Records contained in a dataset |

-*-*-

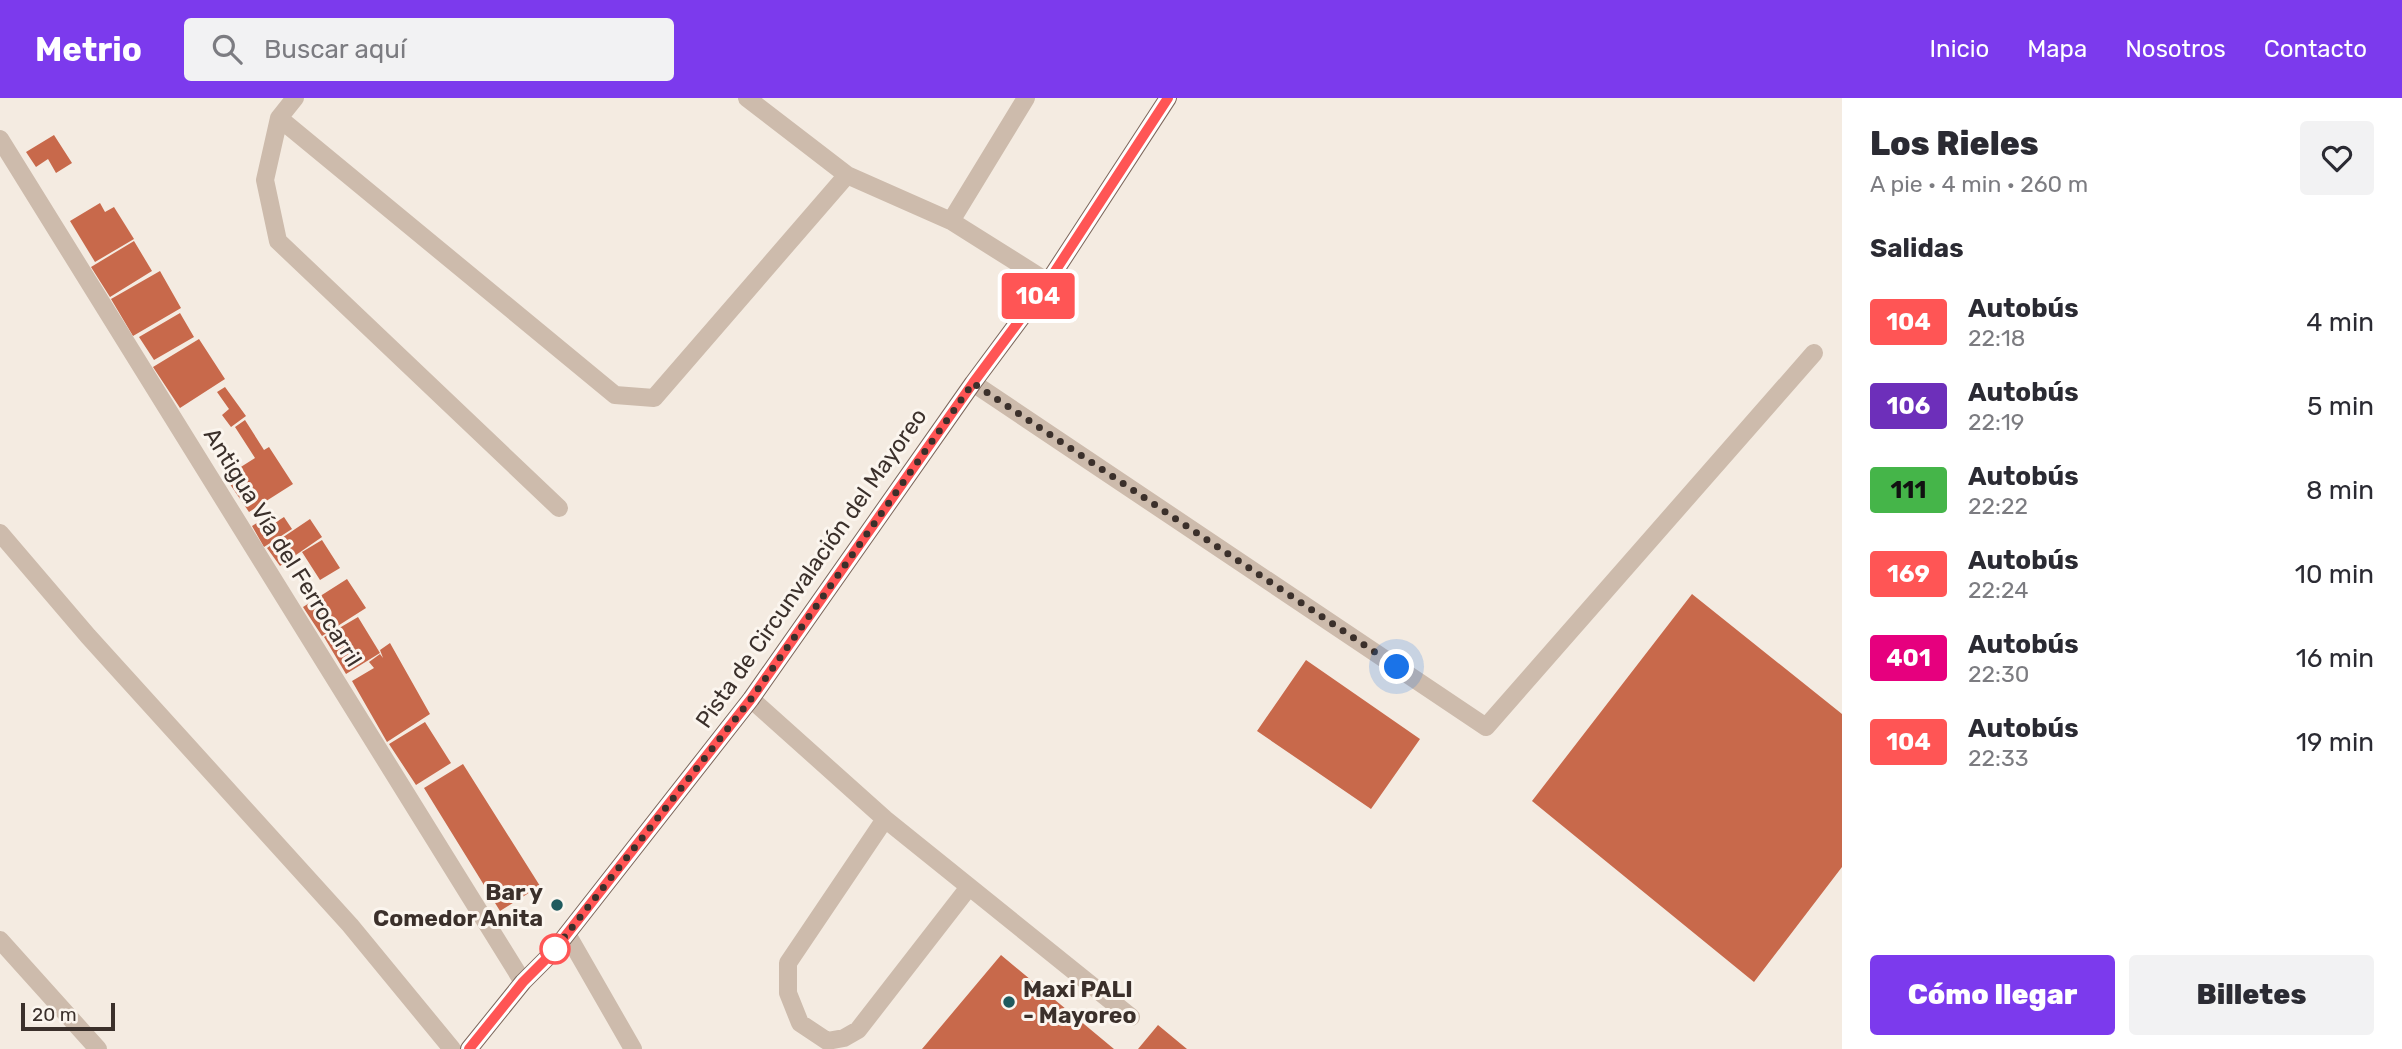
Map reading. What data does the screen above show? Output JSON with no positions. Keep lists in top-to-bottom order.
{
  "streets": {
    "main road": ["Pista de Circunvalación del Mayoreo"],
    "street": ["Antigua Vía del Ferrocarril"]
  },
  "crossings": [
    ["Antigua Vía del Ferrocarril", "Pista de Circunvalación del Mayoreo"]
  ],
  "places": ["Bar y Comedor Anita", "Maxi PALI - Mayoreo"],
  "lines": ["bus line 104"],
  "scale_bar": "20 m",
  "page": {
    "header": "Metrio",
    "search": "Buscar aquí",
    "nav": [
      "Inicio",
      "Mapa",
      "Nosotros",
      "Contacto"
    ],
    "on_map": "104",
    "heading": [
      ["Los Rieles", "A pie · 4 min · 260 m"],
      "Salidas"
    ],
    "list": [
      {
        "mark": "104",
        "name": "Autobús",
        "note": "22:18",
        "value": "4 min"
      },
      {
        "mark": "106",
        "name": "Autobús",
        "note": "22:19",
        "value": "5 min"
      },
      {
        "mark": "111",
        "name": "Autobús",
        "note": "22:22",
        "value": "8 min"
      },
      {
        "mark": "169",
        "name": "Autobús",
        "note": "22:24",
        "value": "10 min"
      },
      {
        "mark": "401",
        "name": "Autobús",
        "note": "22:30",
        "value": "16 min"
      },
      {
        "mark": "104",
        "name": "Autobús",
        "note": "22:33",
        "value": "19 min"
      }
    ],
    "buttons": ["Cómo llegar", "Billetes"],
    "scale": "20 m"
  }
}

-*-*-

Drop the pictures and reproduce the rest of the entries above exactly.

WORKED SOLUTION |
Map reading. What data does the screen above show? Output JSON with no positions. Keep lists in top-to-bottom order.
{
  "streets": {
    "main road": ["Pista de Circunvalación del Mayoreo"],
    "street": ["Antigua Vía del Ferrocarril"]
  },
  "crossings": [
    ["Antigua Vía del Ferrocarril", "Pista de Circunvalación del Mayoreo"]
  ],
  "places": ["Bar y Comedor Anita", "Maxi PALI - Mayoreo"],
  "lines": ["bus line 104"],
  "scale_bar": "20 m",
  "page": {
    "header": "Metrio",
    "search": "Buscar aquí",
    "nav": [
      "Inicio",
      "Mapa",
      "Nosotros",
      "Contacto"
    ],
    "on_map": "104",
    "heading": [
      ["Los Rieles", "A pie · 4 min · 260 m"],
      "Salidas"
    ],
    "list": [
      {
        "mark": "104",
        "name": "Autobús",
        "note": "22:18",
        "value": "4 min"
      },
      {
        "mark": "106",
        "name": "Autobús",
        "note": "22:19",
        "value": "5 min"
      },
      {
        "mark": "111",
        "name": "Autobús",
        "note": "22:22",
        "value": "8 min"
      },
      {
        "mark": "169",
        "name": "Autobús",
        "note": "22:24",
        "value": "10 min"
      },
      {
        "mark": "401",
        "name": "Autobús",
        "note": "22:30",
        "value": "16 min"
      },
      {
        "mark": "104",
        "name": "Autobús",
        "note": "22:33",
        "value": "19 min"
      }
    ],
    "buttons": ["Cómo llegar", "Billetes"],
    "scale": "20 m"
  }
}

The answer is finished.